• _HOW TO COMPLETE THIS TASK_
Below are the records; copy each line in them that holds the word "class".

>>>>>

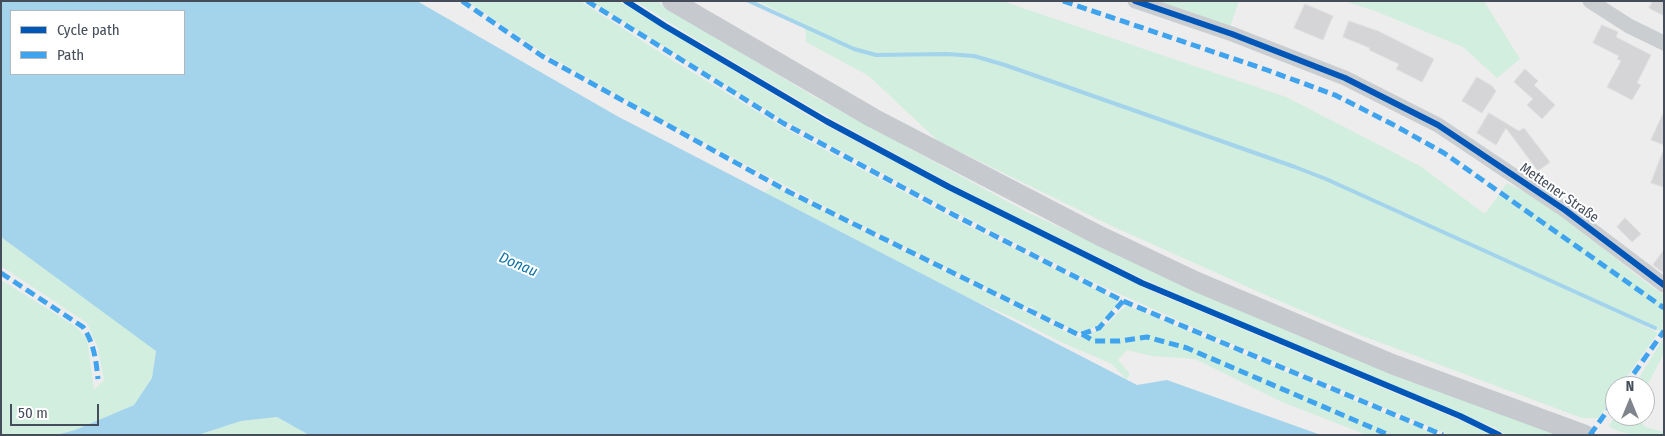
<!DOCTYPE html>
<html>
<head>
<meta charset="utf-8">
<style>
	body { margin:0 }
	#map { position:relative; width:1665px; height:436px; overflow:hidden; background:#eeeded; font-family:"Fira Sans Condensed",sans-serif }
	canvas { display:block }
	.frame { position:absolute; inset:0; border:2px solid #444d59; pointer-events:none }
	.legend { position:absolute; left:10px; top:10px; width:175px; height:65px; box-sizing:border-box; background:#fff; border:1px solid #b4b8bd; margin:0; padding:6px 9px; list-style:none; font-size:15px; color:#444d59 }
	.legend li { display:flex; align-items:center; gap:10px; height:25px }
	.legend b { width:25px; border:1px solid #b4b8bd }
	.north { position:absolute; left:1605px; top:376px; width:50px; height:50px; box-sizing:border-box; background:#fff; border:1px solid #b4b8bd; border-radius:50%; rotate:0deg; font-size:14px; font-weight:700; line-height:20px; text-align:center; color:#444d59 }
	.north::after { content:''; display:block; margin:auto; width:18px; height:22px; background:#80858d; clip-path:polygon(50% 0,100% 100%,50% 72%,0 100%) }
	.scale { position:absolute; left:10px; top:404px; width:89px; height:22px; box-sizing:border-box; border:2px solid #444d59; border-top:0; padding-left:6px; font-size:15px; line-height:18px; white-space:nowrap; color:#444d59; -webkit-text-stroke:4px #fff; paint-order:stroke }
</style>
</head>
<body>
<div id="map">
<canvas width="1665" height="436"></canvas>
<div class="frame"></div>
<ul class="legend">
<li><b style="height:6px;background:#0057b8"></b>Cycle path</li>
<li><b style="height:6px;background:#3fa4ed"></b>Path</li>
</ul>
<div class="north">N</div>
<div class="scale">50 m</div>
</div>
<script>
const context = document.querySelector('canvas').getContext('2d');
context.lineJoin = 'round';
function fill(path, color) { context.fillStyle = color; context.fill(path, 'evenodd'); }
function strokePath(path, color, width, dash) { context.strokeStyle = color; context.lineWidth = width; context.lineCap = dash ? 'butt' : 'round'; context.setLineDash(dash || []); context.stroke(path); }
function label(font, color, halo, rows, align = 'center') {
  context.font = font + ' "Fira Sans Condensed",sans-serif'; context.lineWidth = 4; context.setLineDash([]); context.textBaseline = 'middle'; context.strokeStyle = halo; context.fillStyle = color; for (const [text, x, y, turn = 0] of rows) {
    context.save(); context.translate(x, y); context.rotate((+turn || 0) * Math.PI / 180); context.textAlign = isNaN(turn) ? turn : align; if (halo) context.strokeText(text, 0, 0); context.fillText(text, 0, 0); context.restore();
  }
}
fill(new Path2D(`
	M467 1H580L667 57 786 129 956 220 1117 300V305L1099 326 1079 332 1033 311V307L1031 306 1027 308 835 212 653 115 542 52Z
	M590 1H619L817 121 988 210 1158 294 1495 435H1450L1213 336 1080 276 930 199 778 117Z
	M635 1H656L813 96 1025 211 1171 279 1563 435H1506L1495 428 1224 315 1141 278 998 208V206H994C871 143 752 75 635 1Z
	M758 1H1002L1286 97 1420 166 1485 214 1507 183C1522 191 1540 199 1554 209 1592 236 1625 269 1664 295V333L1602 304 1658 333 1620 386H1615V393L1599 418H1582L1360 335 1277 300 1114 227 938 141 869 76 806 42 805 25Z
	M1150 1H1239L1230 27Z
	M1344 1H1484L1520 59 1497 78 1463 47 1375 11Z
	M774 186 1078 338 1103 328 1123 308 1128 306 1437 435H1367L1282 402 1195 359 1152 356 1127 350 1118 360 1130 374 1126 379 1112 364 1063 343 1014 318 970 299 764 192Z
	M1 237 156 350 152 378 134 405 75 430 56 435H1V280L75 326 87 339 94 390 104 380 98 348 87 323 1 266Z
	M1664 337V353L1645 390V386H1634Z
	M1615 416H1637L1645 427 1664 432V435C1647 435 1621 436 1609 426Z
	M277 417 309 435H198L241 421Z`), '#d1eedf');
fill(new Path2D(`
	M1 1H417L617 116 1137 385 1167 380 1321 435H309L277 417 241 421 198 435H56L75 430 134 405 152 378 156 351 1 237ZM11 11H184V74H11Z`), '#a4d4ec');
strokePath(new Path2D(`
	M749 1 854 49 876 55 947 54 974 56 1005 65 1295 167 1326 179 1655 328`), '#a4d4ec', 4);
const building = new Path2D(`
	M1653 1H1664V16L1649 8Z
	M1305 4 1333 16 1323 40 1294 28Z
	M1349 21 1378 31 1434 59 1422 82 1396 69 1399 64 1369 50 1370 48 1343 37Z
	M1602 25 1618 32 1616 37 1651 55 1637 83 1641 85 1632 100 1607 87 1621 61 1617 59 1619 56 1593 43Z
	M1525 69 1538 81 1534 85 1555 105 1542 119 1527 105 1533 99 1514 82Z
	M1477 77 1492 86 1496 91 1482 113 1462 101Z
	M1664 112V145L1651 140Z
	M1489 113 1519 131 1524 128 1550 162 1538 171 1506 128 1496 145 1477 133Z
	M1663 152H1664V187L1651 183Z
	M1625 218 1641 234 1632 242 1617 227Z
	M1664 250V273L1653 265Z`);
fill(building, '#d5d5d7');
strokePath(building, '#dfdfe0', 1);
strokePath(new Path2D(`
	M1135 1 1232 34 1345 78 1438 125 1565 210 1664 285
	M1590 1 1629 26 1664 43`), '#cbced1', 15);
strokePath(new Path2D(`
	M672 1 873 118 1100 236 1197 282 1392 364 1585 435`), '#c6c9ce', 20);
strokePath(new Path2D(`
	M462 1 542 56 789 192 1079 335 1099 328 1123 301
	M587 1 783 123 954 215 1056 267 1123 301 1443 435
	M1063 1 1267 70 1335 95 1392 124 1444 153 1664 308
	M1 273 83 327C94 343 96 360 98 379
	M1082 334 1094 341H1120L1147 337 1187 348 1389 435
	M1625 386 1664 331
	M1590 435 1615 400`), '#3fa4ed', 5, [10, 5]);
strokePath(new Path2D(`
	M626 1 665 26 826 121 949 187 1142 283 1460 416 1499 435
	M1135 1 1232 34 1345 78 1438 125 1565 210 1664 285`), '#0057b8', 6);
label('14px', '#444d59', '#fff', [
	["Mettener Straße",1559,193,35]
]);
label('italic 15px', '#0b73a6', '#fff', [
	["Donau",518,265,23]
]);
</script>
</body>
</html>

<<<<<

• _REPLY TO THE EXERCISE_
<div class="frame"></div>
<ul class="legend">
<div class="north">N</div>
<div class="scale">50 m</div>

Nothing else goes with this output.